Heyyoo bugün, o gün…Yürünmemiş yollarda yürüyen, girişimci, cesur kadınları yazdığım gün.
Bugün de müthiş bir kadınla tanıştıracağım sizi. Meltem Kurtsan. Bana müthiş ilham verdi.
O, KAGİDER’in kurucularından. İki dönem başkanlık yaptı, şimdi de onursal başkan. Meslek hayatı ödüllerle dolu. Davos’ta “Geleceğin Global Lideri” seçildi, Birleşmiş Milletler Avrupa Ekonomik Komisyonu tarafından da, “Yılın Kadın Girişimcisi” ödülüne layık bulundu. Fakat ödüller, unvanlar onu çok da ilgilendirmiyor, o hep önüne bakıyor, yepyeni şeyler üretiyor. Bir süre önce Bodrum Yalıkavak dağlarında doğal florası bozulmamış, içinden tıbbi ve aromatik bitkilerin fışkırdığı bir arazide, “Herbafarm Akademi”yi kurdu. Doğayı unutan şehirli insana alternatif bir yaşam şekli olduğunu gösteren eğitimler düzenliyor. En kısa zamanda ben de katılmak istiyorum o eğitimlere. Yaşasın kadınlar! Yaşasın üreten, toplumu faydalı yaratıcı kadınlar!!!
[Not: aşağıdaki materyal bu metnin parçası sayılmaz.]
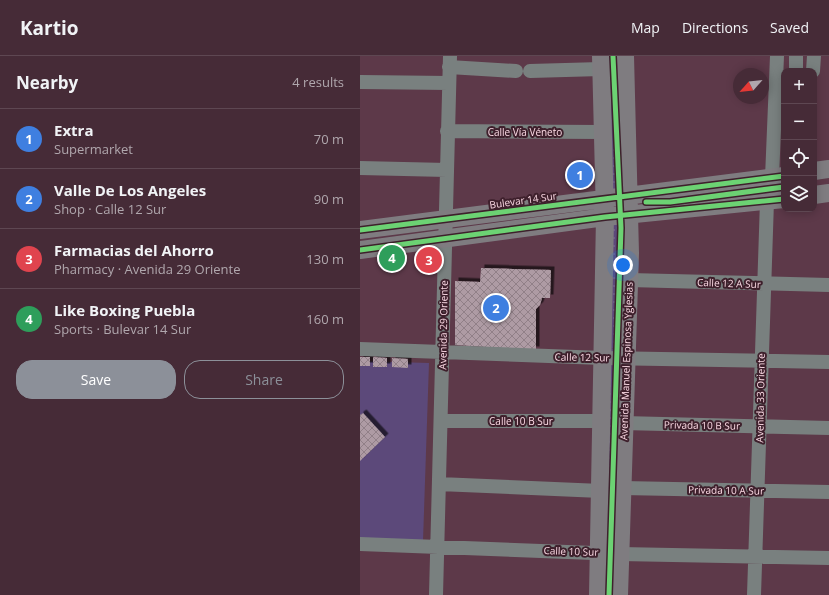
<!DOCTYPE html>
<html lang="en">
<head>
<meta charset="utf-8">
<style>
  body { margin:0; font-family:"Open Sans",sans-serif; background:#4d333f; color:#f1f3f6 }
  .controls { position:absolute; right:12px; top:12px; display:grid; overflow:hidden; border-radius:8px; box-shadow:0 2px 10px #0003 }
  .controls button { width:36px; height:36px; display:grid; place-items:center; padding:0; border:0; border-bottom:1px solid #5e4752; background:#462b37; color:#f1f3f6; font:20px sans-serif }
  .compass { position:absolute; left:373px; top:12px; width:36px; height:36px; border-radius:50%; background:#462b37; box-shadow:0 2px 10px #0003; rotate:243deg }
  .you { position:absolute; left:263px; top:209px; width:14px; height:14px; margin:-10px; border:3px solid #fff; border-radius:50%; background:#1a73e8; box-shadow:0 0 0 6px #1a73e833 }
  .badge { display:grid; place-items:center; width:26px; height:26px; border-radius:50%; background:#8c9099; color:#fff; font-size:13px; font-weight:700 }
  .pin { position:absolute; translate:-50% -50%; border:2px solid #fff; box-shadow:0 1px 4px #0006 }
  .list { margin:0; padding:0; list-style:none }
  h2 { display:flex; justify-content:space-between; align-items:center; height:52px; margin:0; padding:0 16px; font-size:17px }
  h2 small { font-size:13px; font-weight:400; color:#b0a7ad }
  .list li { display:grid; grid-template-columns:26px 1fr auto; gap:12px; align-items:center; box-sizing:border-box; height:60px; padding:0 16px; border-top:1px solid #5e4752 }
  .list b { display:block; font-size:15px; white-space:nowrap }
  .list p { margin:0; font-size:13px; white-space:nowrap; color:#b0a7ad }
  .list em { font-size:13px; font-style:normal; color:#b0a7ad }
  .actions { display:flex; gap:8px; padding:12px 16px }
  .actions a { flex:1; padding:9px 0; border:1px solid #8c9099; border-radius:16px; text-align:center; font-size:14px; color:#8c9099 }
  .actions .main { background:#8c9099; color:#fff }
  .icon { flex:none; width:22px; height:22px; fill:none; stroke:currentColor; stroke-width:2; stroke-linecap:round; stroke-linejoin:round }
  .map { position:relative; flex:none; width:469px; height:539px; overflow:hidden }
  header { display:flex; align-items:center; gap:24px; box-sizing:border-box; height:56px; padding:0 20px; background:#462b37; border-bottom:1px solid #5e4752 }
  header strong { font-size:19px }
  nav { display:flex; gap:22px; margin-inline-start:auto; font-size:14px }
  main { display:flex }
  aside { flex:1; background:#462b37 }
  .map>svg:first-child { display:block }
</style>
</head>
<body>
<header>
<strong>Kartio</strong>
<nav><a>Map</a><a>Directions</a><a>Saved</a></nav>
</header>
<main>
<aside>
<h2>Nearby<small>4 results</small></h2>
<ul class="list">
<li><span class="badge" style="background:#3f7fe0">1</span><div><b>Extra</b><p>Supermarket</p></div><em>70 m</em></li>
<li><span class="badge" style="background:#3f7fe0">2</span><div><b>Valle De Los Angeles</b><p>Shop · Calle 12 Sur</p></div><em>90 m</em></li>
<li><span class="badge" style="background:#e0444e">3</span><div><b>Farmacias del Ahorro</b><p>Pharmacy · Avenida 29 Oriente</p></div><em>130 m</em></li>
<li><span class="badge" style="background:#2e9e5b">4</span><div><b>Like Boxing Puebla</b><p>Sports · Bulevar 14 Sur</p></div><em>160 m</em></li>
</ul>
<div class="actions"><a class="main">Save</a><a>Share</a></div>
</aside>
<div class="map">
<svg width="469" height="539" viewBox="0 0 469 539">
  <defs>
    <pattern id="park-dots" width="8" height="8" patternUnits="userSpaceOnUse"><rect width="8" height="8" fill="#5c497a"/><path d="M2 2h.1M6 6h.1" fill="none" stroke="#74638d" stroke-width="1.8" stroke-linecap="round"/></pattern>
    <pattern id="building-cross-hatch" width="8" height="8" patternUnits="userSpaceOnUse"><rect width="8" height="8" fill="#ae9ba4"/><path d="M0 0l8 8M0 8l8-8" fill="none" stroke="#918088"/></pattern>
    <filter id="shadow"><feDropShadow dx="3.5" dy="-3.5" stdDeviation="0" flood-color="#0009"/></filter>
  </defs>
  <rect width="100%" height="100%" fill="#5d3949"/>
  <path fill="url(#park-dots)" d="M 242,0 L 265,0 L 271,135 L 248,138 Z
    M 249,168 L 266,168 L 263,292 L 250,292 L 263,294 L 255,539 L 242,539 Z"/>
  <path fill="#5c497a" d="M 0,305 L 69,307 L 63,485 L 0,482 Z"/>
  <path fill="url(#building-cross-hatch)" filter="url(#shadow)" d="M 121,212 L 191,214 L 190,242 L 182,242 L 180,249 L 176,253 L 176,294 L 95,289 L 95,225 L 120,226 Z
    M 0,301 L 10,301 L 10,310 L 0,310 Z
    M 13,301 L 27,302 L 27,311 L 13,311 Z
    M 32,302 L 48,303 L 48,312 L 32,311 Z
    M 3,357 L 25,381 L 0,405 L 0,359 Z"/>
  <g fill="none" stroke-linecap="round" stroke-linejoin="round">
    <path stroke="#79807f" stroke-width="14" d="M 436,0 L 436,15
      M 89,11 L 156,15
      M 170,15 L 241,13
      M 453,15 L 454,0
      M 0,26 L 89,27
      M 87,75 L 243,76
      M 0,112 L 87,114
      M 412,122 L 417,0
      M 269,224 L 469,229
      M 0,293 L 243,302 L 469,306
      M 81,365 L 242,365
      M 263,367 L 469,372
      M 79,428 L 241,435
      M 262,432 L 469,436
      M 0,488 L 260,498 L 469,502
      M 76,539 L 90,0
      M 394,539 L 407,145"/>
    <path stroke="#7f7c80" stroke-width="18" d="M 454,115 L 469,113
      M 454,139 L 469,137
      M 0,174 L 424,120
      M 0,194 L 245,161 L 424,143
      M 238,539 L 245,161 L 241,0
      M 259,539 L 270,197 L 265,0"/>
    <defs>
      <path id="cycleway" d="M 286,146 L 310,146 L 424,131
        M 0,174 L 424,120
        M 0,194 L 245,161 L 424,143
        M 249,539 L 261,172 L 253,0"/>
    </defs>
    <use href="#cycleway" stroke="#3e202c" stroke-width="8"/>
    <use href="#cycleway" stroke="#6cd273" stroke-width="5"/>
  </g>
  <g text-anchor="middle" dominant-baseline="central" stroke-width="4" stroke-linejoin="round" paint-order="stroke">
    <g font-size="10" fill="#fcdae5" stroke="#3e202c">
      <text x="165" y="76">Calle Vía Véneto</text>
      <text transform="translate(163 144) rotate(-8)">Bulevar 14 Sur</text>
      <text transform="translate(369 227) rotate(2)">Calle 12 A Sur</text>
      <text transform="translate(83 269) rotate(-89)">Avenida 29 Oriente</text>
      <text transform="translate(222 301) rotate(1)">Calle 12 Sur</text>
      <text transform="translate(266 305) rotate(-88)">Avenida Manuel Espinosa Yglesias</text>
      <text transform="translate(400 342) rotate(-89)">Avenida 33 Oriente</text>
      <text x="161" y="365">Calle 10 B Sur</text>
      <text transform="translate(342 369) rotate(1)">Privada 10 B Sur</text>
      <text transform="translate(366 434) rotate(1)">Privada 10 A Sur</text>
      <text transform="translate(211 495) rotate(2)">Calle 10 Sur</text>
    </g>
  </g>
</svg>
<div class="controls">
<button>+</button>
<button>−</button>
<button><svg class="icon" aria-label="locate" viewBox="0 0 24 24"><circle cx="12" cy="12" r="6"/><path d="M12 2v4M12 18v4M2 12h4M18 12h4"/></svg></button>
<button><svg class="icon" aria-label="layers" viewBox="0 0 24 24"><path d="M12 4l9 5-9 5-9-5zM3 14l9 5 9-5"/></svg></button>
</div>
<svg class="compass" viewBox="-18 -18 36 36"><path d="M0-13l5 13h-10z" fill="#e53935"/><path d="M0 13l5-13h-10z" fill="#b0a7ad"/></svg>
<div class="you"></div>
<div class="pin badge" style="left:220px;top:119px;background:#3f7fe0">1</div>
<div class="pin badge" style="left:136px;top:252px;background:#3f7fe0">2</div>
<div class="pin badge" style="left:69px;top:204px;background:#e0444e">3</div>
<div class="pin badge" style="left:32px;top:202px;background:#2e9e5b">4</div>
</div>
</main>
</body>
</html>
– Siz KAGİDER’in efsane başkanısınız. Aynı zamanda girişimci kadınların anasısınız! Pek çok kadın sizin sayenizde girişimci oldu. Ve aynı çatı altında toplandı.
Çok çok teşekkür ederim.
– Bugün de sizin hikâyenizi dinleyelim… Nasıl bir ailede dünyaya geldiniz?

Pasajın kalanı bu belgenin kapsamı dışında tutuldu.